[Goal of the exercise]
The answer is to be an exact copy of the lines below running from the line with "fill:#123a6d; stroke:#9cc4f0; stroke-width:2" down to the line with "text-anchor:middle; stroke-width:7; stroke-linejoin:round;", both ends included, and nothing more.

─── Supplied data ───

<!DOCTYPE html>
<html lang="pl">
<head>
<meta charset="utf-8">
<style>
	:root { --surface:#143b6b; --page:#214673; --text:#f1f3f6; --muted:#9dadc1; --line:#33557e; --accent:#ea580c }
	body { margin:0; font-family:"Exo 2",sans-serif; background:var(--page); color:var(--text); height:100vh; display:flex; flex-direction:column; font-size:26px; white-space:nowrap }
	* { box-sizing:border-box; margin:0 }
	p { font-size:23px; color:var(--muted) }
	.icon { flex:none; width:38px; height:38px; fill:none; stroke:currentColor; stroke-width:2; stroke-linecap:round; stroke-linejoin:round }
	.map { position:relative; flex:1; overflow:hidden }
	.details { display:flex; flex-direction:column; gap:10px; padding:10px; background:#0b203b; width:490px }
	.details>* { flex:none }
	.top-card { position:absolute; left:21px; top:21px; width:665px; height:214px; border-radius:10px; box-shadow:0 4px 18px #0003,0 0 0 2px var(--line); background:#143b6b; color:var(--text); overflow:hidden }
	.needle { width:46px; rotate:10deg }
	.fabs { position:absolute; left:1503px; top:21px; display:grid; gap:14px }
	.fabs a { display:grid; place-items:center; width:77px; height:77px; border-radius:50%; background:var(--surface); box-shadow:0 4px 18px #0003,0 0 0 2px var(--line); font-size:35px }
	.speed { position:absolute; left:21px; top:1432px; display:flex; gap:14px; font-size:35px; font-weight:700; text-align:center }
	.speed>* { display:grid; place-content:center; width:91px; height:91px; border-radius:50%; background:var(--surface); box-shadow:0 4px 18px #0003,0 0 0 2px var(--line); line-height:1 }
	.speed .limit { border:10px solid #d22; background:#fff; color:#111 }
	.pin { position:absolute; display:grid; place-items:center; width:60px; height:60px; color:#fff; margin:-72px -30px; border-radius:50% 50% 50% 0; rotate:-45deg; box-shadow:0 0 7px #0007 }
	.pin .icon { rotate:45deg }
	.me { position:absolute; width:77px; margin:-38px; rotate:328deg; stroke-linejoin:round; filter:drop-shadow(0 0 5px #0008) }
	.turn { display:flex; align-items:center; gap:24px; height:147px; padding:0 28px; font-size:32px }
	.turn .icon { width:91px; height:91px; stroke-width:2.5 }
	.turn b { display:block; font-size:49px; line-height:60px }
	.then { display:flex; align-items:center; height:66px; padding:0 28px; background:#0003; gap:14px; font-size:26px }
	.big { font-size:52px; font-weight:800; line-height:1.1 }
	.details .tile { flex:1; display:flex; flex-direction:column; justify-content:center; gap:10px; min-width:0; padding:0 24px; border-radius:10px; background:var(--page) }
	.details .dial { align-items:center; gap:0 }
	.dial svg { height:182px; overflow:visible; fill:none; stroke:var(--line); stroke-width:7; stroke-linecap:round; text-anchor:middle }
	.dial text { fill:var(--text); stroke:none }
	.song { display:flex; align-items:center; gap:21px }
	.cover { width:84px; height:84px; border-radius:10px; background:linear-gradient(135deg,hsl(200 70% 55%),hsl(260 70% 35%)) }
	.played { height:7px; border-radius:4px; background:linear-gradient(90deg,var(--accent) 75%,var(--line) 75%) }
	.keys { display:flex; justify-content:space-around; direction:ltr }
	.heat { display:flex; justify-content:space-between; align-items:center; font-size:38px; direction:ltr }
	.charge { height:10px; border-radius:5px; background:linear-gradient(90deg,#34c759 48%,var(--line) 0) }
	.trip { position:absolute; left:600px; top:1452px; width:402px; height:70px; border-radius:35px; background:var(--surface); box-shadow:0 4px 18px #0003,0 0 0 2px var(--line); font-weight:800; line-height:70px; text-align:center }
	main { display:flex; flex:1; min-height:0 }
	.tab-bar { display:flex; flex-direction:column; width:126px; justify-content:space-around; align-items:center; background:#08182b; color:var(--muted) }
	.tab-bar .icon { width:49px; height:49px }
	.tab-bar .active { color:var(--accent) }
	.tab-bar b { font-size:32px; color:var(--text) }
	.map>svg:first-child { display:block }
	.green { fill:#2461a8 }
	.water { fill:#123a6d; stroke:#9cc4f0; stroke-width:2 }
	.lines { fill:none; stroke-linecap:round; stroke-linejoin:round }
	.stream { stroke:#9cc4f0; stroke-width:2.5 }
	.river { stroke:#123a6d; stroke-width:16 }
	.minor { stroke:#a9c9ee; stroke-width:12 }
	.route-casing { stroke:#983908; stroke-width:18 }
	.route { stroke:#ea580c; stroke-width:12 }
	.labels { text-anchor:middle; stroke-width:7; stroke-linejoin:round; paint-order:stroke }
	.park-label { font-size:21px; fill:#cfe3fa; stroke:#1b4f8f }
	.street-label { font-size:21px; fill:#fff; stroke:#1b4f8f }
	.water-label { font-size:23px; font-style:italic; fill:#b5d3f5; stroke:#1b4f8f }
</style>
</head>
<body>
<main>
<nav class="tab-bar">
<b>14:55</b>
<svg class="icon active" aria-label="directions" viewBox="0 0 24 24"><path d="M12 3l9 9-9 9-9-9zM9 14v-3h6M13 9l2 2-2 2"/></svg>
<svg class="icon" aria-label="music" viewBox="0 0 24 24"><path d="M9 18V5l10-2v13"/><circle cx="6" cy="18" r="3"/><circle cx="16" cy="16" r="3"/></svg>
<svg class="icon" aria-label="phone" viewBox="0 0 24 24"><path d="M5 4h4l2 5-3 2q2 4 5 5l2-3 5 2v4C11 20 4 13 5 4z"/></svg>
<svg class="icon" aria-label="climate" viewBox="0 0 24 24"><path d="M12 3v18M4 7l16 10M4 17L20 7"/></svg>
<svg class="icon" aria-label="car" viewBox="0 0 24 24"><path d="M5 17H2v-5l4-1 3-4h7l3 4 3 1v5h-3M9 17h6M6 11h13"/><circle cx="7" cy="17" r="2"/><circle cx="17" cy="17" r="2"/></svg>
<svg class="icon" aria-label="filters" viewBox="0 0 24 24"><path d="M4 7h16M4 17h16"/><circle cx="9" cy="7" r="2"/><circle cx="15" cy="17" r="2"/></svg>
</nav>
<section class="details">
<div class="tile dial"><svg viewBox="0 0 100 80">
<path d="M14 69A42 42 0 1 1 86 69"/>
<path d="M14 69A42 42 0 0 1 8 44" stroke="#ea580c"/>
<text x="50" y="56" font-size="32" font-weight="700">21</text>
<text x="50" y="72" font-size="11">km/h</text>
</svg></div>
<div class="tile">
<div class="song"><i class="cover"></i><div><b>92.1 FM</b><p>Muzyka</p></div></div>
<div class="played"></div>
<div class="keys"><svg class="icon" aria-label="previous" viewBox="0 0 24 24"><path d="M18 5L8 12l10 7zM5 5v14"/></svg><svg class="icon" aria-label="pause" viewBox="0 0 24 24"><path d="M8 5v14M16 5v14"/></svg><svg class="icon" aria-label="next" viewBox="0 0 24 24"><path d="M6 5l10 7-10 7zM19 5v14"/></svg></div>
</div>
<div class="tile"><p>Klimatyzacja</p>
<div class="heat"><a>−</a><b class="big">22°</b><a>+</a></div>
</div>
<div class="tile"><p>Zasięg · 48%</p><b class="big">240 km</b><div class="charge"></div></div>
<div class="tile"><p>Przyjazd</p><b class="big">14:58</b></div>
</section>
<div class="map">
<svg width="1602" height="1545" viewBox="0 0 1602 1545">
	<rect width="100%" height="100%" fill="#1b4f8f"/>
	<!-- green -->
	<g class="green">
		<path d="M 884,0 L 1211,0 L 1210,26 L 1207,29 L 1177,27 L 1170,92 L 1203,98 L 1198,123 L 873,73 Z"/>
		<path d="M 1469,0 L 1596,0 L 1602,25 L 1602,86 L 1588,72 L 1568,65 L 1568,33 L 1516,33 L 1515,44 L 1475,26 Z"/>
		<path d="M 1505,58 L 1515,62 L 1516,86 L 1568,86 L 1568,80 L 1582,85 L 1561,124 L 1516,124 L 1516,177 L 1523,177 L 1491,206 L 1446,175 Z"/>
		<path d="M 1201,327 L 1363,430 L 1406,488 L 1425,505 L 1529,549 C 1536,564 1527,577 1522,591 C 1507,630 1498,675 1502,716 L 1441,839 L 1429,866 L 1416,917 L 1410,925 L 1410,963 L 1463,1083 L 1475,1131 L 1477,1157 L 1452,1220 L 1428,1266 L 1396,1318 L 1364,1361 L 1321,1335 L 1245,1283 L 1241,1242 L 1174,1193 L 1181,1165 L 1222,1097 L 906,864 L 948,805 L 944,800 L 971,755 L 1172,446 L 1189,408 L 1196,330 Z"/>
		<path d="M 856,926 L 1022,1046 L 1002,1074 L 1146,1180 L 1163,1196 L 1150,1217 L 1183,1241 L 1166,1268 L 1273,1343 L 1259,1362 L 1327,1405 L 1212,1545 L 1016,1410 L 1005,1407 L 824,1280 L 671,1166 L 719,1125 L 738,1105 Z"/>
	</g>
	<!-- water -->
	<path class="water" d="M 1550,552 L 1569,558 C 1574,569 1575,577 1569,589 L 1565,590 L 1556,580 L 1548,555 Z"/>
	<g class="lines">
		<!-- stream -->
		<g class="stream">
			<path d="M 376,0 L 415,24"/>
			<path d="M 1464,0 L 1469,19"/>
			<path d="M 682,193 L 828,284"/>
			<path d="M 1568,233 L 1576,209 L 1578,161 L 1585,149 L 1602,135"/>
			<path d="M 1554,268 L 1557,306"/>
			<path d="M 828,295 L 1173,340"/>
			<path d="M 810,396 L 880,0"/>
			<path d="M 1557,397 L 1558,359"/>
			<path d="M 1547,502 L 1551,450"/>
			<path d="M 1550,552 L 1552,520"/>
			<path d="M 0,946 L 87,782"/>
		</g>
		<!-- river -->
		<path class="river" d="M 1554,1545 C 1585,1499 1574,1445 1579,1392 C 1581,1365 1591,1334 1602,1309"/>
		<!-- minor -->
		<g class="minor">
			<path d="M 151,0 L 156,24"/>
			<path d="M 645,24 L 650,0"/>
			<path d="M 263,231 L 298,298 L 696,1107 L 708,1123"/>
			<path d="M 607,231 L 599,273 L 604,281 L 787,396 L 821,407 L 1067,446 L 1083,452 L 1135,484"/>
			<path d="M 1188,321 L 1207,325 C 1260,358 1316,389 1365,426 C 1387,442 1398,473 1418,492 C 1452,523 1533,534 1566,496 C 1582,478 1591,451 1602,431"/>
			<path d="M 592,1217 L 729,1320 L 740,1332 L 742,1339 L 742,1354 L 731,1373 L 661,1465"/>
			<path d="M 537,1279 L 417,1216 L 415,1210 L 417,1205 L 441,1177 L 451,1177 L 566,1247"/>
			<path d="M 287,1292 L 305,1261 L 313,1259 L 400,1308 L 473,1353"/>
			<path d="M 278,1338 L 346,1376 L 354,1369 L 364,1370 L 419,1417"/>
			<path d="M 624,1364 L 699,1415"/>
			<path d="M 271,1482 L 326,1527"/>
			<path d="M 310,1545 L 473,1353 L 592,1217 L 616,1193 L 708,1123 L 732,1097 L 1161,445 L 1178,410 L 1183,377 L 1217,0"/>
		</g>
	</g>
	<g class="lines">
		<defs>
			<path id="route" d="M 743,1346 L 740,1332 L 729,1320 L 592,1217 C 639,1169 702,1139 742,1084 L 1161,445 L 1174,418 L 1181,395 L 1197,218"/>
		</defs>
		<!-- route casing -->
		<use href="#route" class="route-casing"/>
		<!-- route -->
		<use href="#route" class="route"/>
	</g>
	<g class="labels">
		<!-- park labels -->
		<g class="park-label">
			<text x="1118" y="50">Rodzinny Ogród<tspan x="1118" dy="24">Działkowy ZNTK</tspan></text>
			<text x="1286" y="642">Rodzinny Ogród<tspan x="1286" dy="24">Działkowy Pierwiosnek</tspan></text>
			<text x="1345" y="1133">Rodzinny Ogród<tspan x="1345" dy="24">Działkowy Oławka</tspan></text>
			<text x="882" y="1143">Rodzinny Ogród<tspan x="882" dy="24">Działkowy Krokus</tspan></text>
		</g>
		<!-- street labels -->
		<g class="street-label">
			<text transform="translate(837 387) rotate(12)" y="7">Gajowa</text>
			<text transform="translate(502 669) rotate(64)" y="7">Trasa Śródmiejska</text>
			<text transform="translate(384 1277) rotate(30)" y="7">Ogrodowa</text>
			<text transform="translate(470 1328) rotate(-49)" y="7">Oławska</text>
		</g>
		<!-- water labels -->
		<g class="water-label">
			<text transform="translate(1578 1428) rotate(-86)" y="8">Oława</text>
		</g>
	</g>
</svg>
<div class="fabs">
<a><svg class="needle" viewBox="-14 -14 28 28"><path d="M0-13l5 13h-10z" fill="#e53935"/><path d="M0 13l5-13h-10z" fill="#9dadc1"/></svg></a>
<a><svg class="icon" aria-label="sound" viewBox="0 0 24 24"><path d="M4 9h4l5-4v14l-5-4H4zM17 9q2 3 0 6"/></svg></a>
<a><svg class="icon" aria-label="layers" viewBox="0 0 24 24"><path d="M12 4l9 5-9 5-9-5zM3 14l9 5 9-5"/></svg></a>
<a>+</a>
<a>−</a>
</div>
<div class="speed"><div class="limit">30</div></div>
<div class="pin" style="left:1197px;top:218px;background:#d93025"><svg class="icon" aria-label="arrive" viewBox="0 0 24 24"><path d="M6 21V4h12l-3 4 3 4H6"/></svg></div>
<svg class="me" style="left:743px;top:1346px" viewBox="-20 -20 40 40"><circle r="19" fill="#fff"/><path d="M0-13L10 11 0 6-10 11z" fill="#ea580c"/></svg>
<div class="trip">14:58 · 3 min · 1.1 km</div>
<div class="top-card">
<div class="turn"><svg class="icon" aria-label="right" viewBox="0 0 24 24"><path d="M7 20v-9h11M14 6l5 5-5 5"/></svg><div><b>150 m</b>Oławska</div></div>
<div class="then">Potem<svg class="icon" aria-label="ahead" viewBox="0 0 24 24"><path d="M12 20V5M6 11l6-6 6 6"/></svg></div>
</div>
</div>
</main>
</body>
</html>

───

[Written answer]
	.water { fill:#123a6d; stroke:#9cc4f0; stroke-width:2 }
	.lines { fill:none; stroke-linecap:round; stroke-linejoin:round }
	.stream { stroke:#9cc4f0; stroke-width:2.5 }
	.river { stroke:#123a6d; stroke-width:16 }
	.minor { stroke:#a9c9ee; stroke-width:12 }
	.route-casing { stroke:#983908; stroke-width:18 }
	.route { stroke:#ea580c; stroke-width:12 }
	.labels { text-anchor:middle; stroke-width:7; stroke-linejoin:round; paint-order:stroke }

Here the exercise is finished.